As cancer cells atavistically revert beyond 1 Gya, say to 2 Gya, might they lose their 1 Gya abilities? For example, angiogenesis is an important capability of cancer cells but is not a feature of unicellular organisms, or even early colonial organisms. Vascularization is absent in sponges and corals. The sustained ability to create blood vessels (even disorganized ones) allows the tumor to grow beyond the limitations of passive nutrient diffusion and is one reason why cancer is so dangerous. Vascularization has been present in our human lineage for about 0.7 Gyr, since ~node 25—relatively late in the billion-year unicellular-to-multicellular transition. Therefore, in SAM, we expect the disregulation of angiogenesis to be acquired early in cancer progression. But extending the same reasoning, SAM also predicts that as cancer progresses, the ability to perform even disregulated angiogenesis would be lost. Do some advanced cancers go into remission because their cells lose the ability to perform angiogenesis? Would anyone notice this as a cause of remission? Reversion may be limited by an important constraint: cancer can only revert to phenotypes compatible with cellular survival in a human. Maybe cancer cells can only revert back to early multicellularity since tumors need to remain integrated into the body and remain well-vascularized to be harmful?

CONCLUSIONS AND OUTLOOK

The popular but somewhat vague description of cancer as a reversion to a more primitive evolutionary state has recently been sharpened by the application of phylostratigraphy, which can assign ages to genes. In this paper, we predict that improved phylostratigraphy will reveal systematic patterns of reversion: specific chronological sequences in the onset of cancer hallmarks that mirror, in reverse, the order in which their underlying wiring evolved historically. This sequence is detailed in Table 1. We term this hypothesis the Serial Atavism Model of cancer (SAM). We describe several new predictions based on the unicellular-to-multicellular transition as well as on three other evolutionary transitions that occurred in our lineage: eukaryogenesis, oxidative phosphorylation and the transition to adaptive immunity. We propose several modifications to current phylostratigraphy to improve age resolution and test these predictions. It is unusual in biology that a theory makes such quantitative testable predictions.

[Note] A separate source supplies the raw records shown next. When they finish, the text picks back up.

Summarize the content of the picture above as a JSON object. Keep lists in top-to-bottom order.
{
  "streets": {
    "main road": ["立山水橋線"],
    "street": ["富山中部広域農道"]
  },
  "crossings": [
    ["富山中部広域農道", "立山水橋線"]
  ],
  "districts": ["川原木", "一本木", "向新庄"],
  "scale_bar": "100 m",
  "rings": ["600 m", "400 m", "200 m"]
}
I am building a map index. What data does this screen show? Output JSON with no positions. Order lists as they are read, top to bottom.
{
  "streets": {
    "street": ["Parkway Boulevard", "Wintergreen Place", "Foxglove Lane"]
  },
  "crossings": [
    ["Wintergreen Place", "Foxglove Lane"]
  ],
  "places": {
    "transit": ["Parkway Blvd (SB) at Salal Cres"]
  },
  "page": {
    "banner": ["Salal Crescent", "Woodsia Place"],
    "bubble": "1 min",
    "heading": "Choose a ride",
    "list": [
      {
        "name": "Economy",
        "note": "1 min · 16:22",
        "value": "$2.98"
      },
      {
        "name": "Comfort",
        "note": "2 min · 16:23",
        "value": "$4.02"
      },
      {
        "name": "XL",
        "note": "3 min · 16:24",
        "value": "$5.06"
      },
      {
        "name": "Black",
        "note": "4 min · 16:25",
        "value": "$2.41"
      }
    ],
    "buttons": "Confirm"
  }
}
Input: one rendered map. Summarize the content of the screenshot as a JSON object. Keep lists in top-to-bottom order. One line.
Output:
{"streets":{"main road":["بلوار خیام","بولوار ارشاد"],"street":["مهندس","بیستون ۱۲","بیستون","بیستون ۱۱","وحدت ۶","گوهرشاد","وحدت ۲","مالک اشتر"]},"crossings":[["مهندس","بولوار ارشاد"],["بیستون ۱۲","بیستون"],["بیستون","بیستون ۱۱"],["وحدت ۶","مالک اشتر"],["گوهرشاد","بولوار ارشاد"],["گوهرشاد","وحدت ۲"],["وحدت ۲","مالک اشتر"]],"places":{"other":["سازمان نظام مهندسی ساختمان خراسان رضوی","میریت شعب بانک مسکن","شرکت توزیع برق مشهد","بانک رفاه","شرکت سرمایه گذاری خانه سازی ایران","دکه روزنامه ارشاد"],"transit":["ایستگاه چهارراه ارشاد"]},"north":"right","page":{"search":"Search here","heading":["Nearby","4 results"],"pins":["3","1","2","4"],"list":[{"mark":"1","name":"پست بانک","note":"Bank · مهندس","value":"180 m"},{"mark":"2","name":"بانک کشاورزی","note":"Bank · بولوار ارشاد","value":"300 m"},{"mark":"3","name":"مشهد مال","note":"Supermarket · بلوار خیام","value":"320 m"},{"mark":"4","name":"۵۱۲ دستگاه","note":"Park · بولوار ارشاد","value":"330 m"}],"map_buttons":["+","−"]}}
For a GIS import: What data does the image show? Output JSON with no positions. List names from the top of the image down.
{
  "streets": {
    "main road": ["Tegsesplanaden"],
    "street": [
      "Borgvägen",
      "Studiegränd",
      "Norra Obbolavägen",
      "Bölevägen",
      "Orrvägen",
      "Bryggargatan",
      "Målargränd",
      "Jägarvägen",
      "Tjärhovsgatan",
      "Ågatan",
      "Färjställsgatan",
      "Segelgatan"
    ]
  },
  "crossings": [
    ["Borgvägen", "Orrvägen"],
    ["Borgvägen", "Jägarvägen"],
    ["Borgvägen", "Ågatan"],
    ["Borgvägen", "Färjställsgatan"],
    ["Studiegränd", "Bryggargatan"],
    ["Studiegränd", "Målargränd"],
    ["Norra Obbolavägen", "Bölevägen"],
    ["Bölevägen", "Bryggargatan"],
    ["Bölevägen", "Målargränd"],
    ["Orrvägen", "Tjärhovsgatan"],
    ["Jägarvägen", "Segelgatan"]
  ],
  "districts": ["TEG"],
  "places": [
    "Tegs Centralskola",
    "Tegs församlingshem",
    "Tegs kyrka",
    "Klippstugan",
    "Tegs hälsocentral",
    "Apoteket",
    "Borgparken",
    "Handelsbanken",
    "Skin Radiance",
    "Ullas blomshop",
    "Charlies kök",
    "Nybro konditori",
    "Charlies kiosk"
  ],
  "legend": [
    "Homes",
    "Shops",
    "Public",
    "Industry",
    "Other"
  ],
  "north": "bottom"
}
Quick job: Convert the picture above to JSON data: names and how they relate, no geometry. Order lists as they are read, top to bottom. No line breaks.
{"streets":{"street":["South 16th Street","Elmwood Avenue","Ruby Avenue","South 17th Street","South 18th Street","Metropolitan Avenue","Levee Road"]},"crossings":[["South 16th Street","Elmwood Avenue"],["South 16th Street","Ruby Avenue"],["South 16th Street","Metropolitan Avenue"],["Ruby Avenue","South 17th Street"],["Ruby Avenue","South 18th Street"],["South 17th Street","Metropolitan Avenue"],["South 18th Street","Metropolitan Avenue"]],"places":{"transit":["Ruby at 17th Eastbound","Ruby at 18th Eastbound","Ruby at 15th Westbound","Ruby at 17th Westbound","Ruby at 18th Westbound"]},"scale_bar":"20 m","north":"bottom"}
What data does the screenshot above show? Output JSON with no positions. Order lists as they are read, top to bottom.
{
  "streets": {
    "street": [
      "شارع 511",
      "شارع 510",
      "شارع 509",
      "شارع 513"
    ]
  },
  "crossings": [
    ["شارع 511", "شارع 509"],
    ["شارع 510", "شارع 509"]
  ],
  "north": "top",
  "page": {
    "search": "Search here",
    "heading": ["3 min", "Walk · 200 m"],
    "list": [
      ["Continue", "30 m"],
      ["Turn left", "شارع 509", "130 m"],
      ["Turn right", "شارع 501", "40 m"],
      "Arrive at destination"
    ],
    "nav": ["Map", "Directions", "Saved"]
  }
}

Consideration of the evolutionary origins of cancer is not normally taken into account by cancer biologists, but we believe a full understanding of cancer as a biological phenomenon with a deep evolutionary history, and occurrence across most multicellular species,^[11] is critical in the search for effective treatments. SAM has many implications for cancer therapy. In [4] we already proposed a target-the-weakness therapeutic strategy based on the atavistic model, noting that most cancer treatments target the proliferative prowess of neoplasms, which is the most deeply-entrenched and protected property of cells. A therapeutic strategy that depends on the irreversibility of atavistic reversions can take advantage of the difference between the capabilities of normal cells and the reduced capabilities of cancer cells as they atavistically revert in the sequence hypothesized by SAM. We envisage that the elaborations of the atavism theory described here will encourage treatment regimens customized to the specific evolutionary histories of cancer phenotypes.

Abbreviations:

CML

chronic myeloid leukemia

CSC

cancer stem cell

LUCA

Last Universal Common Ancestor

SAM

Serial Atavism Model

UEME

unicellular-eukaryote-to-multicellular-eukaryote

DATA AVAILABILITY STATEMENT

Data sharing not applicable to this article as no datasets were generated or analysed during the current study.